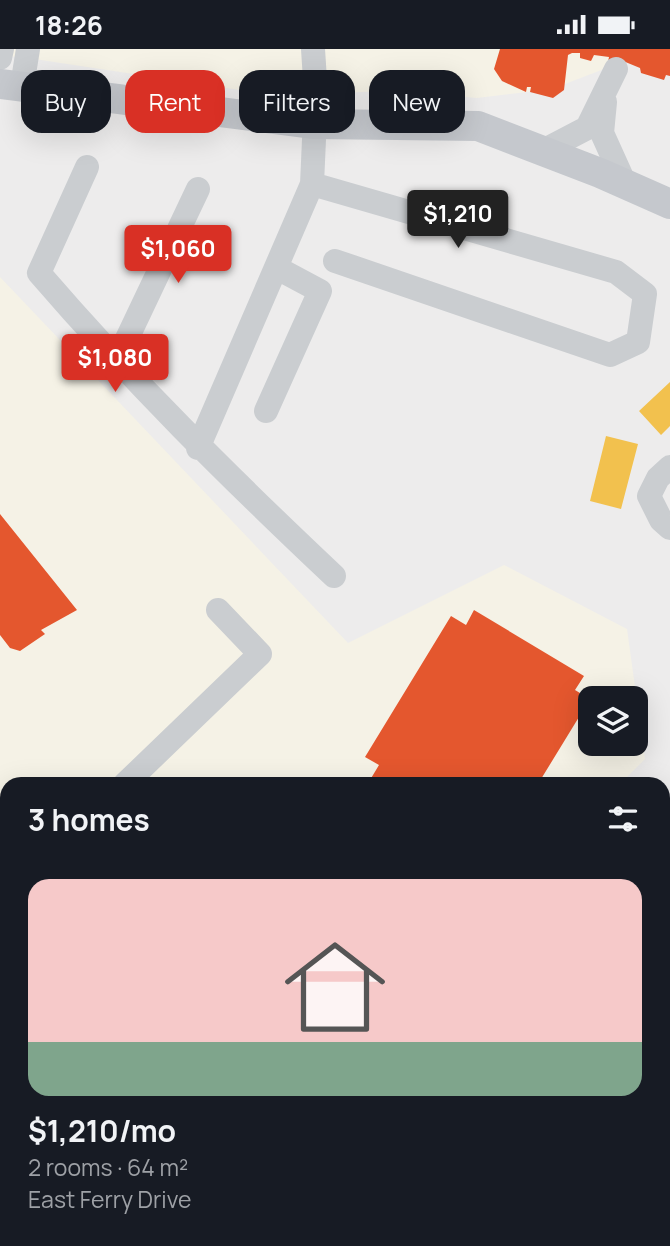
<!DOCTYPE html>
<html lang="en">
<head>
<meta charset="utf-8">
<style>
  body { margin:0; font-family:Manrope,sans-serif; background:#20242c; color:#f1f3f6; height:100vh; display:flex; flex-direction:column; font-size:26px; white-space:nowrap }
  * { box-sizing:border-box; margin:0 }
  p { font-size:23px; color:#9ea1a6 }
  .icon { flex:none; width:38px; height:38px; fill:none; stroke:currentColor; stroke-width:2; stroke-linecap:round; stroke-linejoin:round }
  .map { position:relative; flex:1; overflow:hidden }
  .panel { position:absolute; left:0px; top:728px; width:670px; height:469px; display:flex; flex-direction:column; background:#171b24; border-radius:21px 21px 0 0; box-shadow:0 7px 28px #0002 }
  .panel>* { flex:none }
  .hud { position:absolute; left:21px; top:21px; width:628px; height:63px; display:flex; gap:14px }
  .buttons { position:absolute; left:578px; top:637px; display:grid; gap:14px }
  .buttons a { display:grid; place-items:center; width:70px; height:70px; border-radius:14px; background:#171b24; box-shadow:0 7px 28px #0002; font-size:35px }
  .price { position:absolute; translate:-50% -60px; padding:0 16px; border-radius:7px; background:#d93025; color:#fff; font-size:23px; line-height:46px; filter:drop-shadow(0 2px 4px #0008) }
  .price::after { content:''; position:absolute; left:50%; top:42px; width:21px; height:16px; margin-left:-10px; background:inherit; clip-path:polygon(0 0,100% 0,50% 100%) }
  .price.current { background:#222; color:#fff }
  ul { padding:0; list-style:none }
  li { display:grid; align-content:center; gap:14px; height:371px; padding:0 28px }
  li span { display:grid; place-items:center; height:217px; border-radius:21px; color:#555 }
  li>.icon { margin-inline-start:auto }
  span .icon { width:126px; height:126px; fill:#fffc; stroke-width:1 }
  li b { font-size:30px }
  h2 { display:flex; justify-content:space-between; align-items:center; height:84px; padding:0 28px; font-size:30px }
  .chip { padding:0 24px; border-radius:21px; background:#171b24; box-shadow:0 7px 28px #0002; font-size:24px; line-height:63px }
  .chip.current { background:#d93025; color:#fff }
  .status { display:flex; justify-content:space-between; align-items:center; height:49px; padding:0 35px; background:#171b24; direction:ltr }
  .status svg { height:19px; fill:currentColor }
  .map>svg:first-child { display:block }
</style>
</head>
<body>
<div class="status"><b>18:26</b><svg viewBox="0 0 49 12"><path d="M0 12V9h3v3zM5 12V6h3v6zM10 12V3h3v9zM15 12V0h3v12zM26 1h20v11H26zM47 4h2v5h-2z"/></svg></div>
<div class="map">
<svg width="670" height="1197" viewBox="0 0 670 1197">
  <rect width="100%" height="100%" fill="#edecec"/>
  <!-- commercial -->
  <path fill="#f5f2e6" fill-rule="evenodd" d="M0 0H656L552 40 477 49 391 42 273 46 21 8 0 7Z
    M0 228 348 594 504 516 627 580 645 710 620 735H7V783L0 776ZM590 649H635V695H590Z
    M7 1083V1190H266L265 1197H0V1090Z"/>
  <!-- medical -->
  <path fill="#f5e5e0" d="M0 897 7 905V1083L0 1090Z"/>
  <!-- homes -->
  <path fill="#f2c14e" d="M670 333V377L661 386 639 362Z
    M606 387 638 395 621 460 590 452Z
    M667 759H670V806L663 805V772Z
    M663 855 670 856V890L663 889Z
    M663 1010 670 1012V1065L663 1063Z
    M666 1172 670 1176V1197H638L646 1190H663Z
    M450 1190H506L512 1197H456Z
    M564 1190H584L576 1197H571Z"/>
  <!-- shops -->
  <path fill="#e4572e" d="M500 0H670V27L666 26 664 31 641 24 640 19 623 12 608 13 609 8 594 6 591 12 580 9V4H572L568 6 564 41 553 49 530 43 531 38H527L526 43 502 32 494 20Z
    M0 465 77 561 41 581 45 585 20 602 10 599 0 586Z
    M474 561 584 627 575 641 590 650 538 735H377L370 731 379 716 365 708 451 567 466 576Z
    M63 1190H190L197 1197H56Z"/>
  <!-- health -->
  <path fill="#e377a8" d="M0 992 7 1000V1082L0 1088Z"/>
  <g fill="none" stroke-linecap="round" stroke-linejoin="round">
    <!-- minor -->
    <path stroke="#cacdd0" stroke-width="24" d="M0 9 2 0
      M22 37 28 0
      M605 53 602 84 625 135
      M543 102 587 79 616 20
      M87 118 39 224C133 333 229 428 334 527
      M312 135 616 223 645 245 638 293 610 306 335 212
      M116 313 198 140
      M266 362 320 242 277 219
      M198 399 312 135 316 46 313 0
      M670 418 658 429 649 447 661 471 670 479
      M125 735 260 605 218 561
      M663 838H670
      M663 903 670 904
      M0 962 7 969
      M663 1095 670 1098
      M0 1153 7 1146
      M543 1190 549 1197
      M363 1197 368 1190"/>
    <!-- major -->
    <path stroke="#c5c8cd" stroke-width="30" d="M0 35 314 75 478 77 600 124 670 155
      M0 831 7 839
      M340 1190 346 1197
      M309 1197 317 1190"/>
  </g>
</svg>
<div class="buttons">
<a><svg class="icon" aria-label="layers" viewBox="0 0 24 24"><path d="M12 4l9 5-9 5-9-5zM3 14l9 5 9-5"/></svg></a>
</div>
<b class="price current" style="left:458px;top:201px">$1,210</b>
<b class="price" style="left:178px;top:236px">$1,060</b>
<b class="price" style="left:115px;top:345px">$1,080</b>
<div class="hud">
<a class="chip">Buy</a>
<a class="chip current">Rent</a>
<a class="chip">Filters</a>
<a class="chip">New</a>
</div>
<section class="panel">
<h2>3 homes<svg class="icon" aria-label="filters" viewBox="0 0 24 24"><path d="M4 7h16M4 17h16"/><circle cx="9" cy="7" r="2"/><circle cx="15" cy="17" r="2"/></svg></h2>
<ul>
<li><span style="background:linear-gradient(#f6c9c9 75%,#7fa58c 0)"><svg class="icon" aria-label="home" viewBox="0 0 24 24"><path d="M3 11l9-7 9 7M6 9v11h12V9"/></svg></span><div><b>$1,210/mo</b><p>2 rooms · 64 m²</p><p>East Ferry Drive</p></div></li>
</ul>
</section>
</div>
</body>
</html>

_ABOUT THIS TASK_.
Write out exactly the lines above, from the very first through the line containing "position:relative; flex:1; overflow:hidden", both kept, with the pictures removed.

_RESPONSE BELOW_.
<!DOCTYPE html>
<html lang="en">
<head>
<meta charset="utf-8">
<style>
  body { margin:0; font-family:Manrope,sans-serif; background:#20242c; color:#f1f3f6; height:100vh; display:flex; flex-direction:column; font-size:26px; white-space:nowrap }
  * { box-sizing:border-box; margin:0 }
  p { font-size:23px; color:#9ea1a6 }
  .icon { flex:none; width:38px; height:38px; fill:none; stroke:currentColor; stroke-width:2; stroke-linecap:round; stroke-linejoin:round }
  .map { position:relative; flex:1; overflow:hidden }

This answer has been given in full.